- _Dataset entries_
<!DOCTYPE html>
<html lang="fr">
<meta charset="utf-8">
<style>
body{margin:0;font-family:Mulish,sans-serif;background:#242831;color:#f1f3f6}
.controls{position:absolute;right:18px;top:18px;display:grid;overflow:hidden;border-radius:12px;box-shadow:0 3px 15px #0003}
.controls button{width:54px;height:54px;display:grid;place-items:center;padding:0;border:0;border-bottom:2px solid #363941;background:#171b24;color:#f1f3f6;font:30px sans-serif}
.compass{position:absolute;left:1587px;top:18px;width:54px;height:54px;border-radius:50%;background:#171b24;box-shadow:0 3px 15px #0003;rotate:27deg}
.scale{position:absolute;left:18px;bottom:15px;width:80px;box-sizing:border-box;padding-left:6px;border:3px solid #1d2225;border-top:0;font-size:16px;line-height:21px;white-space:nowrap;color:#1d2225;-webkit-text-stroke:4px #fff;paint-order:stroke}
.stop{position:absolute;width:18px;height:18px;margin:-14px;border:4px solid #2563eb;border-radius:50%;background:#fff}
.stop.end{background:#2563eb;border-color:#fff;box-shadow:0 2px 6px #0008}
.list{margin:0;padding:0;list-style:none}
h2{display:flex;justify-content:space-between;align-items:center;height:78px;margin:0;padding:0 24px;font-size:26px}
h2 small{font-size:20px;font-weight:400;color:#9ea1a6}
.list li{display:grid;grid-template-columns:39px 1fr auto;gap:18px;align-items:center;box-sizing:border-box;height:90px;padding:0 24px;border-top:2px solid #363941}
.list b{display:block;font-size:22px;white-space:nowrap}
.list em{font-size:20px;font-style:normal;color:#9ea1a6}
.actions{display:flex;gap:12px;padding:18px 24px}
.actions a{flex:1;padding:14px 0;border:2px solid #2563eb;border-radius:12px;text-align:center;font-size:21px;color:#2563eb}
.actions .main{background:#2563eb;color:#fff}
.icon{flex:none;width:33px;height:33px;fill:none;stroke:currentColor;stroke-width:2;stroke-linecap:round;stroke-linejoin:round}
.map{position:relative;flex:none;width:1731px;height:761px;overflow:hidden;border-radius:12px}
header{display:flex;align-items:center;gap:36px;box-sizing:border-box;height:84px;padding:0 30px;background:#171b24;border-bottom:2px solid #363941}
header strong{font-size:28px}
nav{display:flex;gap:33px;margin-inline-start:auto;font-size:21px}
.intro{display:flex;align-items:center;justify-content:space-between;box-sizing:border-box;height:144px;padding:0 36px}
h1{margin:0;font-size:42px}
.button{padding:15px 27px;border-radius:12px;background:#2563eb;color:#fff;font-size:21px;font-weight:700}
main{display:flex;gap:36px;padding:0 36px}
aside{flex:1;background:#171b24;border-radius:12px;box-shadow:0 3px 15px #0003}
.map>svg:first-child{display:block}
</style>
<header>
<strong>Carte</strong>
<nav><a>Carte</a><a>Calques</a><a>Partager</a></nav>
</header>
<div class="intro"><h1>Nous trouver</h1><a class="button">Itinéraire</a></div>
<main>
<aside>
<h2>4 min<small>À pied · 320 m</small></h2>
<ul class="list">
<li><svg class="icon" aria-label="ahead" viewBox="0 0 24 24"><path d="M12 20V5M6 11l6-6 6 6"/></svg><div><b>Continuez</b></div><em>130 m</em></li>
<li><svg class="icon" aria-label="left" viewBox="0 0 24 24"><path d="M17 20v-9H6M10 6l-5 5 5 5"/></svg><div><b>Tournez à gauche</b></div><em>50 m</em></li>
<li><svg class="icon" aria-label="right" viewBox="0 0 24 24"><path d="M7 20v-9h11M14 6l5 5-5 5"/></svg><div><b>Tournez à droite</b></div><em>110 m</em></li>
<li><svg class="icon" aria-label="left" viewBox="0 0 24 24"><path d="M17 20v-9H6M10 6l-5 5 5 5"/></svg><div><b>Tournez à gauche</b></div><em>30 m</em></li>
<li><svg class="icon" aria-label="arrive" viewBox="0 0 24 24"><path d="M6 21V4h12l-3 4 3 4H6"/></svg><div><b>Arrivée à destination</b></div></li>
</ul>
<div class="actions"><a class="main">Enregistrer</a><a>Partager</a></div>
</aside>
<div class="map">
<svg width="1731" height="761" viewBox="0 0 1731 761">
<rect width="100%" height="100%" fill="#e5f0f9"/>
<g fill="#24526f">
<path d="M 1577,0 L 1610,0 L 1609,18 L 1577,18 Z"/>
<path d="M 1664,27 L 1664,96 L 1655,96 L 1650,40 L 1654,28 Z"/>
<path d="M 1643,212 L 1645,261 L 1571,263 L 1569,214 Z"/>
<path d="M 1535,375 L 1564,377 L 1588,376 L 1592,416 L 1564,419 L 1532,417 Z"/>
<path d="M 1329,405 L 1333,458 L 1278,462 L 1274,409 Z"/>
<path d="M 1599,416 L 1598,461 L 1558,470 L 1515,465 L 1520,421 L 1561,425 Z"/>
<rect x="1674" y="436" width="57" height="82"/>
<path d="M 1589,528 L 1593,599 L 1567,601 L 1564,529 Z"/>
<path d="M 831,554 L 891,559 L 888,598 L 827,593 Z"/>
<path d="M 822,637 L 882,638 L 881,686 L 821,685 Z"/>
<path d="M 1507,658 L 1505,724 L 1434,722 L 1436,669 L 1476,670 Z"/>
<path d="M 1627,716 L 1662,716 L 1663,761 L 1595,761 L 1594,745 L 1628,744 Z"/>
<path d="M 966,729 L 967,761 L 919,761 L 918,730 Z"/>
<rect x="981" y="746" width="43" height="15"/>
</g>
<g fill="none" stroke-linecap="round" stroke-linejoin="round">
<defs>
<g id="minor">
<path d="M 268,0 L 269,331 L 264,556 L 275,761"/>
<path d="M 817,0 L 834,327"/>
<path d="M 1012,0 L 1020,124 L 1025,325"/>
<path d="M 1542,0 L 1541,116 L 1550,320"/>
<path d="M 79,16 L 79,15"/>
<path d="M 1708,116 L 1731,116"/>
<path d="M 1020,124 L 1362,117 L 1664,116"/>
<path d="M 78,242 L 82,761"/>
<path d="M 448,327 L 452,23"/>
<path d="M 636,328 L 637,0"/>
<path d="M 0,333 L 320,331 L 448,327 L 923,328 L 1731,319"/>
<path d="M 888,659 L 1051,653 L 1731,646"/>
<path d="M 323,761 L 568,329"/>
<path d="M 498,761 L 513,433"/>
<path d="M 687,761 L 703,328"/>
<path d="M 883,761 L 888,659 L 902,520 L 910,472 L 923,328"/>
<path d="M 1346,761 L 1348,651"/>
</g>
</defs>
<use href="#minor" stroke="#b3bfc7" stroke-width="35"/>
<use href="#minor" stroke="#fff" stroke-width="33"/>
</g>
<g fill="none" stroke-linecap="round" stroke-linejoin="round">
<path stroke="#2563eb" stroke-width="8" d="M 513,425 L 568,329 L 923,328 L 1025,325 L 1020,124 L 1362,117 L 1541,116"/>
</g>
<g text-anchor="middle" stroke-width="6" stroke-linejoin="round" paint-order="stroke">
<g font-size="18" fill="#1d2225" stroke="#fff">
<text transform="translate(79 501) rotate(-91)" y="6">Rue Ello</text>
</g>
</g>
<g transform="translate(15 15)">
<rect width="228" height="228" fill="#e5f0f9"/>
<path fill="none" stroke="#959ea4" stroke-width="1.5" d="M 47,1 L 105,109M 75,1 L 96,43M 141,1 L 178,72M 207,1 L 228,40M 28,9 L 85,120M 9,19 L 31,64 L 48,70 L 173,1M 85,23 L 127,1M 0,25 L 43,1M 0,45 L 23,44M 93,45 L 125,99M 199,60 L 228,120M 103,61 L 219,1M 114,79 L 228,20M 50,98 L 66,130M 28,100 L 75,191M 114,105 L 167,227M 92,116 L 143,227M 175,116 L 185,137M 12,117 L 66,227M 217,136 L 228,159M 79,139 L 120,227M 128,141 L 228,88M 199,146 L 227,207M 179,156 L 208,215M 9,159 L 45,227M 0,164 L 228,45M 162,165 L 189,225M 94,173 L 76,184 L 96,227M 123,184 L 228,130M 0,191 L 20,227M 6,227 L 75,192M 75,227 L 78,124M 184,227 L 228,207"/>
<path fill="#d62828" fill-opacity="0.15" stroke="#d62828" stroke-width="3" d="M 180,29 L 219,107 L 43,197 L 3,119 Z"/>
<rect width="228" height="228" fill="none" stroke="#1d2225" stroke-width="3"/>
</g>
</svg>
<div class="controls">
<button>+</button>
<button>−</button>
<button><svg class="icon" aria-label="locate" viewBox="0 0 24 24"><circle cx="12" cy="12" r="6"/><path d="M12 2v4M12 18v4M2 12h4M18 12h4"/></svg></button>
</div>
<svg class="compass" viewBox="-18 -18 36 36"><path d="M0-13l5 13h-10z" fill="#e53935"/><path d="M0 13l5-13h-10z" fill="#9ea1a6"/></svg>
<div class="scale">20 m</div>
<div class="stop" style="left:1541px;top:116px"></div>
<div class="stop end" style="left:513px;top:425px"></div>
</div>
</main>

- _Your objective_
Note how many lines in the data above contain "controls", then state that number alone.

- _Expected output_
3